Chemical approaches for phosphate monoester synthesis from alcohols. (A) Step-wise phosphorylation with phosphoramidites, followed by oxidation and deprotection. (B) Phosphorylation with phosphoryl chloride and its derivative, followed by hydrolysis. (C) Dehydrative condensation approaches developed by Ishihara and co-workers.[23,24] (D) Catalytic direct phosphorylation of alcohols with phosphoenolpyruvic acid monopotassium salt (PEP-K) and tetrabutylammonium hydrogen sulfate developed in this study.

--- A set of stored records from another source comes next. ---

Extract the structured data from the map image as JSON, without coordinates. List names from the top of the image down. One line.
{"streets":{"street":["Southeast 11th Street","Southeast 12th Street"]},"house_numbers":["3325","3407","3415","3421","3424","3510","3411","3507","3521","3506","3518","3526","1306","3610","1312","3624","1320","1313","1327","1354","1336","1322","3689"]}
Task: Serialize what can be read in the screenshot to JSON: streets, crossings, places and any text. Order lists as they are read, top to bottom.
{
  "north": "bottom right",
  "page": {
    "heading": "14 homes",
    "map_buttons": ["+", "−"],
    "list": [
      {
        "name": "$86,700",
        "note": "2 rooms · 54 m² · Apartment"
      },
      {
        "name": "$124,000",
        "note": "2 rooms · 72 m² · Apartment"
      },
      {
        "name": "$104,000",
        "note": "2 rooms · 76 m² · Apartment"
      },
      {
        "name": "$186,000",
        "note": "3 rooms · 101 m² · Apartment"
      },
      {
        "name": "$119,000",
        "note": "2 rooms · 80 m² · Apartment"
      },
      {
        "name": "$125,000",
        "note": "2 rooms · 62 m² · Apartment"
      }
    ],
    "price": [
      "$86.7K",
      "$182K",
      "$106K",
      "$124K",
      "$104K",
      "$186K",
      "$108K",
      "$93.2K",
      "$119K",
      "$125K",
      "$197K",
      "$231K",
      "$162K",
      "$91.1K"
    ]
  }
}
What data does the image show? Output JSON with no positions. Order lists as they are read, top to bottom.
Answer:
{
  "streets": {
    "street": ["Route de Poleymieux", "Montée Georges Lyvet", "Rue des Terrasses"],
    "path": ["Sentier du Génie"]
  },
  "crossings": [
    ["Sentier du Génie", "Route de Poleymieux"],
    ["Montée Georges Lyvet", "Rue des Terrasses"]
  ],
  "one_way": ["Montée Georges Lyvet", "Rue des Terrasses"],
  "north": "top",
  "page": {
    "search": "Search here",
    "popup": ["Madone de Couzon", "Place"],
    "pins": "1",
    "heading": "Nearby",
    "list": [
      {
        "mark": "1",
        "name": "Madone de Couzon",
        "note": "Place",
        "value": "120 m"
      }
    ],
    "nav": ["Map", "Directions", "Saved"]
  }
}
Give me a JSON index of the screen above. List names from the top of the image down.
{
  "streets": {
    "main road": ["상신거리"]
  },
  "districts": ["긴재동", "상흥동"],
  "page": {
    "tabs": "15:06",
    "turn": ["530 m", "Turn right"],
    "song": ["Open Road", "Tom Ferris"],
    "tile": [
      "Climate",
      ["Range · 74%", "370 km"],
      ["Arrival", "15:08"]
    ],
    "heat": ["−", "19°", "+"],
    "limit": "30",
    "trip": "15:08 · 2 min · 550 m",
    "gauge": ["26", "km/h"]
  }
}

There is thus a clear need for a robust method that allows access to a diverse menu of nonprotected phosphate monoesters in a single step from alcohol precursors. Toward this end, Ishihara and co-workers have reported the synthesis of phosphate monoesters through azeotropic dehydrative condensation between phosphoric acid and alcohols promoted by N-butylimidazole and tributylamine (Figure C).[23] In 2007, the researchers further developed a rhenium(VII) oxide-catalyzed variant that proceeded at >150 °C (Figure C).[24] The substrate scope of those reactions, however, was mostly limited to alcohols containing simple alkyl chains, likely due to the high reaction temperature. Therefore, the development of a catalyst-promoted direct phosphorylation of alcohols with high functional group tolerance is an important goal in organic chemistry.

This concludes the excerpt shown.